Illustration for article titled Is Shark Night 3D the culmination of all human aesthetic thought? Probably

Tragedy, comedy, irony, post-irony, paint-by-numbers Hollywood, post-celebrity, lurid, ascetic, penis, vagina, bull shark, tiger shark. Shark Night 3D is all of these.


Shark Night 3D is directed by David Ellis, who brought us the movie-meme Snakes On A Plane. Ellis originally wanted to call this film Untitled 3D Shark Thriller, a formal acknowledgment of the film's lowbrow high concept, until studio politics intervened.

This anecdote makes reviewing Shark Night 3D somewhat difficult. For example, was this quote a pomo critique of Hollywood's usual August effluvium? Or was it preemptive critical jiujitsu that prompted Ellis to acknowledge he's making a potboiler?


Is it worthwhile making a value judgment when the art bellows "I'M TOTAL CRAP?" When the black guy's bitten first and the dog survives, when does satire become intellectual laziness (or vice versa)? Is this the first film to ever showcase a fistfight with a hammerhead shark?

I could devote a small novella to the narrative intricacies of Shark Night 3D, but I have deadlines and a caffeine headache. What I will say is that Shark Night 3D is a creature feature whose 3D only seems to work when the camera settles on coeds' yoga-pantsed fannies. This movie is a roiling maelstrom of dumb-as-balls.

In a nutshell, Shark Night 3D is Jaws for the Saw generation — Saws! — with a not unsubstantial plot point cribbed from Videodrome. A group of Tulane stock hardbodies (such as the Virginal Bookworm Hero, the male doppelgänger of Rachael Leigh Cook in She's All That) go up to The Rich Blonde's saltwater bayou estate for some boozy good times.

But when Bootstrap-Yanking NFL Draft Pick's arm is gobbled off by a bull shark while wakeboarding, characters like Narcissistic Nude Model and The Nerdy Guy From Avatar come to a frightening realization. The Rich Blonde's island mansion is surrounded by forty-something species of sharks — bull, hammerhead, cookiecutter — whose thirst for panicked horndog stops only at land and a namby pamby PG-13 rating.


Incidentally, gravity does not hamper the sharks. They regularly launch themselves out of the murk like aerodynamic Vienna sausages. Also, the CGI is so lackadaisical that most of the sharks look like finned bratwursts.

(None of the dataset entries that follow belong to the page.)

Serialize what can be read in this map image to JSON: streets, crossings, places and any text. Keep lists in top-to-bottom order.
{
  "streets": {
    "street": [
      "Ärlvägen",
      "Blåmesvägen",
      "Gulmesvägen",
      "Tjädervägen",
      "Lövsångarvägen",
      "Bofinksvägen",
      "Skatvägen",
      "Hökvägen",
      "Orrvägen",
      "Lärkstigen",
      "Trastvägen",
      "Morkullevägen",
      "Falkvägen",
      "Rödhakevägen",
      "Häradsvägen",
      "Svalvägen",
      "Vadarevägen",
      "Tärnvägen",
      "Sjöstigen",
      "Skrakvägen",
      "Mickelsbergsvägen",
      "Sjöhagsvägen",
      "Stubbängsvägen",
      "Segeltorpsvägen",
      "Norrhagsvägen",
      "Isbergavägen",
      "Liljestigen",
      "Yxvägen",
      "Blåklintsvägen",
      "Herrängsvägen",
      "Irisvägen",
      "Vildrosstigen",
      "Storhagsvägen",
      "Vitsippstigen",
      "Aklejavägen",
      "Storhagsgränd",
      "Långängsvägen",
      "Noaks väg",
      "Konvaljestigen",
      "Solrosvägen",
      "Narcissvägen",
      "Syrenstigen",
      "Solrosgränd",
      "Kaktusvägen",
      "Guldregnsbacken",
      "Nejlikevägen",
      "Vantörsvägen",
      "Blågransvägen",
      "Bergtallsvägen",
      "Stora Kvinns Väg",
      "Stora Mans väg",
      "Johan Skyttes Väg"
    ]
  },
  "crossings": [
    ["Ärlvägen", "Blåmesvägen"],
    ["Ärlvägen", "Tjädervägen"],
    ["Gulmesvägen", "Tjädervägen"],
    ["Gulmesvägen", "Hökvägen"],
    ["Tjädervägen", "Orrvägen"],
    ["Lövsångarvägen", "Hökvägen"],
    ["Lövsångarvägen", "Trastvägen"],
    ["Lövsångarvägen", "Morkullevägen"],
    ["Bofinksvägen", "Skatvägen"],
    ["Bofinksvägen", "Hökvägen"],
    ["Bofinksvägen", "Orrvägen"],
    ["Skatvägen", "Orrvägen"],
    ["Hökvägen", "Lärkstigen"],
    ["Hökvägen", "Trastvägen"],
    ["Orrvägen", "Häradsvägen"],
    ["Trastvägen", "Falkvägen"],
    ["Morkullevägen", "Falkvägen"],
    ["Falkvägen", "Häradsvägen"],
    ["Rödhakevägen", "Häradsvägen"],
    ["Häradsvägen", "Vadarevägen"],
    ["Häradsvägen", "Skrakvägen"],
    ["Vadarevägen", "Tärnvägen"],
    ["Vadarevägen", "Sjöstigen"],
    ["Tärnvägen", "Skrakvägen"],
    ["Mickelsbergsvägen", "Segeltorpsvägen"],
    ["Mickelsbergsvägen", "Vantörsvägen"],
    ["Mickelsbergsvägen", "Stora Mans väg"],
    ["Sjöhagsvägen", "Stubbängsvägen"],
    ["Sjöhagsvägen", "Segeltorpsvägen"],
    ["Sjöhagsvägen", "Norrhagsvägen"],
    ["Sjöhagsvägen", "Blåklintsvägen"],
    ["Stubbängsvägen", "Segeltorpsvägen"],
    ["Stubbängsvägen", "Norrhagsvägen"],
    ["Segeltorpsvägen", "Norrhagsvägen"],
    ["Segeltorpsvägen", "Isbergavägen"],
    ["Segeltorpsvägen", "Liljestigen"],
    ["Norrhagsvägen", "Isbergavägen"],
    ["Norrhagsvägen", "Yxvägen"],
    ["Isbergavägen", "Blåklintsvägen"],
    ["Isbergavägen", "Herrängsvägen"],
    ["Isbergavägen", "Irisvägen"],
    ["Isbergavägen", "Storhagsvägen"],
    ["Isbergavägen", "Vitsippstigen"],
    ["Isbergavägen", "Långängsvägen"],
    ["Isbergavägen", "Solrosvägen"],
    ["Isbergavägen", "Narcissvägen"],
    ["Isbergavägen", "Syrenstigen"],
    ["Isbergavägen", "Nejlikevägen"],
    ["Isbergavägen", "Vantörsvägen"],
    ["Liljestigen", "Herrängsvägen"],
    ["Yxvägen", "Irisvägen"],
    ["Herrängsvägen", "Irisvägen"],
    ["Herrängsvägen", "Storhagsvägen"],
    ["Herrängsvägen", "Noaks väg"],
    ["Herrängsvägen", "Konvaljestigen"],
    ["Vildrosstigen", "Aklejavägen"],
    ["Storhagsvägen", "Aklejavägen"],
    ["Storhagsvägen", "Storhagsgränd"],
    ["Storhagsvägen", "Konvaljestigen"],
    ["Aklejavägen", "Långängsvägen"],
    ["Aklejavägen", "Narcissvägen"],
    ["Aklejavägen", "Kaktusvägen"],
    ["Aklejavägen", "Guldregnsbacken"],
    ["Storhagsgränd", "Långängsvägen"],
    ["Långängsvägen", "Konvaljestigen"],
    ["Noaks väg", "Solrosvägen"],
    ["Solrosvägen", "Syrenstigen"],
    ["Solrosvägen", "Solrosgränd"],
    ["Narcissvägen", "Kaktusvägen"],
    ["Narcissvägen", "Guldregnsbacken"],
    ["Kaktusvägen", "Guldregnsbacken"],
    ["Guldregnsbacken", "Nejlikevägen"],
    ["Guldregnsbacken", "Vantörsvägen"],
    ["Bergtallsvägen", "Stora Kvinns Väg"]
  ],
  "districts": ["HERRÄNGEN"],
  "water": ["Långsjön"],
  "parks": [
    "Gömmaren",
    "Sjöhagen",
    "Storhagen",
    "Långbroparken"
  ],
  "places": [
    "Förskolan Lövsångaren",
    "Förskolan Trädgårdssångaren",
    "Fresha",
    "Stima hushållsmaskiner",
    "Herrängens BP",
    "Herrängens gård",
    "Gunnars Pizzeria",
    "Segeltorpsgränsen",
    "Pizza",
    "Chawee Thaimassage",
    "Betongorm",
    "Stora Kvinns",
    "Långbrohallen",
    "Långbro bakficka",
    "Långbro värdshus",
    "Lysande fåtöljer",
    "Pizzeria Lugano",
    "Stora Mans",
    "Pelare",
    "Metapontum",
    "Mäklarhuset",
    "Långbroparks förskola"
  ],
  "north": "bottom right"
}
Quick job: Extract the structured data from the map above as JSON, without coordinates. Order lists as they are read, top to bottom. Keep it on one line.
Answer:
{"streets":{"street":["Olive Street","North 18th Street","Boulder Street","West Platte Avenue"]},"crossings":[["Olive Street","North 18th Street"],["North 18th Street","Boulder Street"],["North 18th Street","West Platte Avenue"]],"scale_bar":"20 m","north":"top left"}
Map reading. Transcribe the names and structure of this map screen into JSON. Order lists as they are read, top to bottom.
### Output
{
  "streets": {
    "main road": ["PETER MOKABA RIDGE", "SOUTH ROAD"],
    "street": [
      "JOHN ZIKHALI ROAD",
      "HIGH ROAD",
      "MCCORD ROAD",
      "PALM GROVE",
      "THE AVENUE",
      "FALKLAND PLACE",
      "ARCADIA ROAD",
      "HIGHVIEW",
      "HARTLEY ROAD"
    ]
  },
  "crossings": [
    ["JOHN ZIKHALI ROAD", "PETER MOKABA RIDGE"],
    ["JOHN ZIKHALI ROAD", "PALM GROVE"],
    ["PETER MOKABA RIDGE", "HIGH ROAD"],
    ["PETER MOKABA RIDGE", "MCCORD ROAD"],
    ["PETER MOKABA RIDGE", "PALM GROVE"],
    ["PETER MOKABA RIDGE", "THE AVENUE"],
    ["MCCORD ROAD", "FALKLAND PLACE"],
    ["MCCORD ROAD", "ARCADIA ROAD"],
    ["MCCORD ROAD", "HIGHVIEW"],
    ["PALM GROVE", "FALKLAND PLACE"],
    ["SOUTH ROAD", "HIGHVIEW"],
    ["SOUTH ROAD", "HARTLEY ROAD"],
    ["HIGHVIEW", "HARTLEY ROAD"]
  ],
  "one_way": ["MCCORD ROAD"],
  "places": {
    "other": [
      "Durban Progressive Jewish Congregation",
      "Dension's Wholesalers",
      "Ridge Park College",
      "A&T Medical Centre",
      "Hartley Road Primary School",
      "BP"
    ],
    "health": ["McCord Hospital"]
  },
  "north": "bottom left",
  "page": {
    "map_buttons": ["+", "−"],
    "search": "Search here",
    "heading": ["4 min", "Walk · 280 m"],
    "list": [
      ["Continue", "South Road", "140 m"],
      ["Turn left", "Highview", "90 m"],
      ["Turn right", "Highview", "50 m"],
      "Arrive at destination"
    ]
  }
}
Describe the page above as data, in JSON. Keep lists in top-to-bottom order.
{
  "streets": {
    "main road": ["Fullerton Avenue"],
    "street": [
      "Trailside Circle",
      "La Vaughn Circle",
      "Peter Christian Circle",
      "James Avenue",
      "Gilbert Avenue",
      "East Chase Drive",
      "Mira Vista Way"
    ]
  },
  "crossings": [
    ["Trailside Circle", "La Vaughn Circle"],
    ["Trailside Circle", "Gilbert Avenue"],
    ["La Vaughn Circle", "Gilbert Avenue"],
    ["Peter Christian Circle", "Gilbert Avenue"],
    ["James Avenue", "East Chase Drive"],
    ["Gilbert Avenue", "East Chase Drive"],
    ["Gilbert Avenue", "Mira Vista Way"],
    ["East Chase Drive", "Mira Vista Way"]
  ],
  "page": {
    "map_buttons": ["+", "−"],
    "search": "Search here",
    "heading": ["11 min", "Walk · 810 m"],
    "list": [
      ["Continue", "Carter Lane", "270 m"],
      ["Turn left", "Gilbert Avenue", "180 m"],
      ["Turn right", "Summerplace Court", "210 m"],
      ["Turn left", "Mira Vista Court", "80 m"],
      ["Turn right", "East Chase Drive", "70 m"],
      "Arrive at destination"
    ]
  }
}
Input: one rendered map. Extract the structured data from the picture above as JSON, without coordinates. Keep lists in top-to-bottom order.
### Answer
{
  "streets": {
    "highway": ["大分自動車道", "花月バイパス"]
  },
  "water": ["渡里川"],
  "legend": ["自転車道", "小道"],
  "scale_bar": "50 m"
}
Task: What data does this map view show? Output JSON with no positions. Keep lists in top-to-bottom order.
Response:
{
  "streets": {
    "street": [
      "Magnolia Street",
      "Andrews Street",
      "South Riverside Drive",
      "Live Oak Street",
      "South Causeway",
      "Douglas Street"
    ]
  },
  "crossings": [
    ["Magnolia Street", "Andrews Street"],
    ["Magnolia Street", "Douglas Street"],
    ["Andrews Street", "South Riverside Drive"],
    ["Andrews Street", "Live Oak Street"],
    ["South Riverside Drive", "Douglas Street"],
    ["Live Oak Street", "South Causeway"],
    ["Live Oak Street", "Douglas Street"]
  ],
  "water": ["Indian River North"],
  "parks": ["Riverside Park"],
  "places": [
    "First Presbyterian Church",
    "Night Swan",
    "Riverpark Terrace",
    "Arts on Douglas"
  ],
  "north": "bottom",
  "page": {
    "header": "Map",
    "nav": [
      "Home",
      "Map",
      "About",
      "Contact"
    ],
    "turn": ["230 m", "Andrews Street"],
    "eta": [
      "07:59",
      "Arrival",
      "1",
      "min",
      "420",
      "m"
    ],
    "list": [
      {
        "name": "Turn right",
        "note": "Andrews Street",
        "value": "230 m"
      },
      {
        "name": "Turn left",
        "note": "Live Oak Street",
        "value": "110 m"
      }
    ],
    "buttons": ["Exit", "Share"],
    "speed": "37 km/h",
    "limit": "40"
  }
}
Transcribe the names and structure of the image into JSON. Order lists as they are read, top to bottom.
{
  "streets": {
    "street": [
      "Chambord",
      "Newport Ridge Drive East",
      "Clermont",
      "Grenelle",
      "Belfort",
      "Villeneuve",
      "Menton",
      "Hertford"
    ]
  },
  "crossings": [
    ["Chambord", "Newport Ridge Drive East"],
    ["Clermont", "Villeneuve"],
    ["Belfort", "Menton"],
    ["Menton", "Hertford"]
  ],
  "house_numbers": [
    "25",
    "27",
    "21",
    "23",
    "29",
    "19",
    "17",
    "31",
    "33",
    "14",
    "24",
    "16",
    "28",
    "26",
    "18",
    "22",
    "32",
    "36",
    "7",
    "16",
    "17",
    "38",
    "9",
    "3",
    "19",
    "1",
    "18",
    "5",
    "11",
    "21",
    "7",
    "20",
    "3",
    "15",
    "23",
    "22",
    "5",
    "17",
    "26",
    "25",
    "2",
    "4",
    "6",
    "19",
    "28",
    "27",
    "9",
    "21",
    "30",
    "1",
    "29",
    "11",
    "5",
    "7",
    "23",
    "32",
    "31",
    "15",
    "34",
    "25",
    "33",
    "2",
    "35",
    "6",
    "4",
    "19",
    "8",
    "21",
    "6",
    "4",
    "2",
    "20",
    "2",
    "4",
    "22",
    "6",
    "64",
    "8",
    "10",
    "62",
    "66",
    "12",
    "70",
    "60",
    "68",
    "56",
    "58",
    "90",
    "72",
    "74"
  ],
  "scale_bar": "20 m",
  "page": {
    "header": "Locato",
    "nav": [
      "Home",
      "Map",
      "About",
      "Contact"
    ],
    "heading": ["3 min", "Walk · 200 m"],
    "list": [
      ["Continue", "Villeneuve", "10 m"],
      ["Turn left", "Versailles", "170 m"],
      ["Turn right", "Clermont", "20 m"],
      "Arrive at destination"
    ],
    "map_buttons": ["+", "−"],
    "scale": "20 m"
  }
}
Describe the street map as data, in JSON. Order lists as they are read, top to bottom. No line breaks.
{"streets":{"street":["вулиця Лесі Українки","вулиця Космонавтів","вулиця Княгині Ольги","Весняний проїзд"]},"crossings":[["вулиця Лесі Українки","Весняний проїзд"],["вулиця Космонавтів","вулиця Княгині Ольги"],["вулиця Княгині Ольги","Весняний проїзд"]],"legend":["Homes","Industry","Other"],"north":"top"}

With their wriggling Jimmy Dean bodies and pink yawning maws, the sharks are the embodiment of Freudian terror, a breed of tube-meat Transformer who are equal parts severed phallus and vagina dentata. The sharks give the audience's sexual urges a carnivorous release — I assume this is why there are no topless scenes.


So yes, these crappy sharks will give you psychosexual piss shivers. But other than a devilish sequence where a school of cookiecutters nibble on The Girl With The Boring Tattoo, Shark Night 3D is an inept horror movie. Its jump scares piggyback on the audience's memories of Jaws or, God forbid, Deep Blue Sea or Orca. Shark Night 3D clings remora-like to your memories of less inept sharks. It may unearth terrifying childhood memories of Jabberjaw.


And for those Clinton administration babies who came of age during the mid-2000s torture porn boom, plenty of attractive, doomed kids are slowly lowered into shark-infested waters. It's worth noting that the recent Syfy Saturday night movie Swamp Shark had more stars than this. Fuck, Swamp Shark had Wade Boggs.

In conclusion, if Shark Night 3D is every contradiction of Western culture smoothed out supine, then culture is the ending of Live and Let Die spread out over 91 minutes. Surprisingly, I can live with this.